MMPA is a cooperative of approximately 1,900 dairy farmers who produce about 60% of the milk in Michigan. MMPA’s Ovid plant has been in operation since 1957 and is located in the Village of Ovid, in rural central Michigan northeast of Lansing. The facility is the largest balancing plant in the state, with the capacity to process up to 3 million pounds per day of milk into commercial dairy products such as non-fat milk powder, bulk liquid dairy blends, and bulk
Wastewater treatment for the plant was accomplished using a spray irrigation system for land application of untreated wastewater since 1959. The wastewater was applied year-round to agricultural fields near the plant using a series of solid set sprinklers. The wastewater received treatment through site soils and seasonal vegetation prior to discharging to underlying groundwater and adjacent streams. In 1997, the Michigan Department of Environmental Quality (MDEQ) notified MMPA the current land application site was no longer a viable alternative for the treatment and discharge of the wastewater due to concern of maintaining surface water quality. The state was concerned that continued application would lead to degradation of stream quality due to nutrient enrichment, especially phosphorus. MMPA was required to investigate the extent of impact to the underlying groundwater and adjacent surface water, as well as develop a long-term solution for the treatment and discharge of the wastewater generated at the plant.
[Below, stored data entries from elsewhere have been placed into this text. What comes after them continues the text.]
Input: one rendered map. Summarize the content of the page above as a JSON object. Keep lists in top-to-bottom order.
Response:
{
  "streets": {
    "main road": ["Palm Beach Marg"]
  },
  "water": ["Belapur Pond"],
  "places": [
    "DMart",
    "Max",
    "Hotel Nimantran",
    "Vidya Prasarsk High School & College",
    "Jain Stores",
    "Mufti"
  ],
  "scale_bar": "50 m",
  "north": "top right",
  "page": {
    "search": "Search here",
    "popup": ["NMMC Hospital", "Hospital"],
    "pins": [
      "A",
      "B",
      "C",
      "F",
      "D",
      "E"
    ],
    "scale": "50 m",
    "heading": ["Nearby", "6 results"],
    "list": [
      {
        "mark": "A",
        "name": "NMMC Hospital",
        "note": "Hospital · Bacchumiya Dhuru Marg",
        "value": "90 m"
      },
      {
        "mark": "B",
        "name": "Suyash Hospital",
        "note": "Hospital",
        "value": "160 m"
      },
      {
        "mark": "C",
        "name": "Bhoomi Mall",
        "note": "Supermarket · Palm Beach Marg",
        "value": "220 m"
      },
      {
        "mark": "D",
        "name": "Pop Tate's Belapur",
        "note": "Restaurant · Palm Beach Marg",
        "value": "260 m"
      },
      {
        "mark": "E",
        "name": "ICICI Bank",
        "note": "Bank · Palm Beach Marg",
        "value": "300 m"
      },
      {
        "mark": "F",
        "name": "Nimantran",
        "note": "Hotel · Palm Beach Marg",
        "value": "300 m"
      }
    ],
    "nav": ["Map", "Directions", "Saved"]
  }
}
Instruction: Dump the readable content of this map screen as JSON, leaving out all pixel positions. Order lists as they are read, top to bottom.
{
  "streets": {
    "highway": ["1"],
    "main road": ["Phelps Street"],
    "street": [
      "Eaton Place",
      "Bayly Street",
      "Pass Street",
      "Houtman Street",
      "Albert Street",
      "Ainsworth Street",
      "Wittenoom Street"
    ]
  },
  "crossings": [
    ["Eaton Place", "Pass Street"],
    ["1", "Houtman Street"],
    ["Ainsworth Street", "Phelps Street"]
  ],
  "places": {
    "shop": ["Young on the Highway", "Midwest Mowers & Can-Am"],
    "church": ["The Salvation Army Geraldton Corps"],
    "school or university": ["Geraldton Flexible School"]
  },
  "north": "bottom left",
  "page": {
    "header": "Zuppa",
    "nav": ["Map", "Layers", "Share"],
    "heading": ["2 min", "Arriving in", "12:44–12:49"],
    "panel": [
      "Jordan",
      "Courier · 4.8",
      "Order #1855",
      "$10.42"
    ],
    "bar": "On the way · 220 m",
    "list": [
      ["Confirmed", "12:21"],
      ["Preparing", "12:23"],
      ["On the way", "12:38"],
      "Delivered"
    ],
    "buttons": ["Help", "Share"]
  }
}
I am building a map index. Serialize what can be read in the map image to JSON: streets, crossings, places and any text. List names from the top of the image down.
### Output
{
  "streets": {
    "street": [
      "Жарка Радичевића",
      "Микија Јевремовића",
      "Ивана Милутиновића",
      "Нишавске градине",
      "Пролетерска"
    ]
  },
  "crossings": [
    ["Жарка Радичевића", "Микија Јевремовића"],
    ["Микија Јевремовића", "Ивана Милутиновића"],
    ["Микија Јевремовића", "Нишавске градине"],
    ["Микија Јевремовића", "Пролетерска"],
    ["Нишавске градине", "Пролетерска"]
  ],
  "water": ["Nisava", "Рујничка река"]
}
In 1998, MMPA secured a lease agreement to apply process wastewater to agricultural land located approximately three miles from the plant. The MDEQ granted a permit for year-round land application and groundwater discharge of untreated process wastewater. MMPA undertook the design and construction of a land application system to irrigate the process wastewater yearround. Construction of the system began in June 1999 and the system was operational in April 2000. This system consisted of eight center pivot irrigation machines applying wastewater to 132 acres. Concerns regarding odors and freezing during winter operations required MMPA to provide significant system modifications. To avoid the issues related to freezing during winter operations, it was decided to install a treatment system and pursue a surface water discharge permit under the National Pollutant Discharge Elimination System (NPDES).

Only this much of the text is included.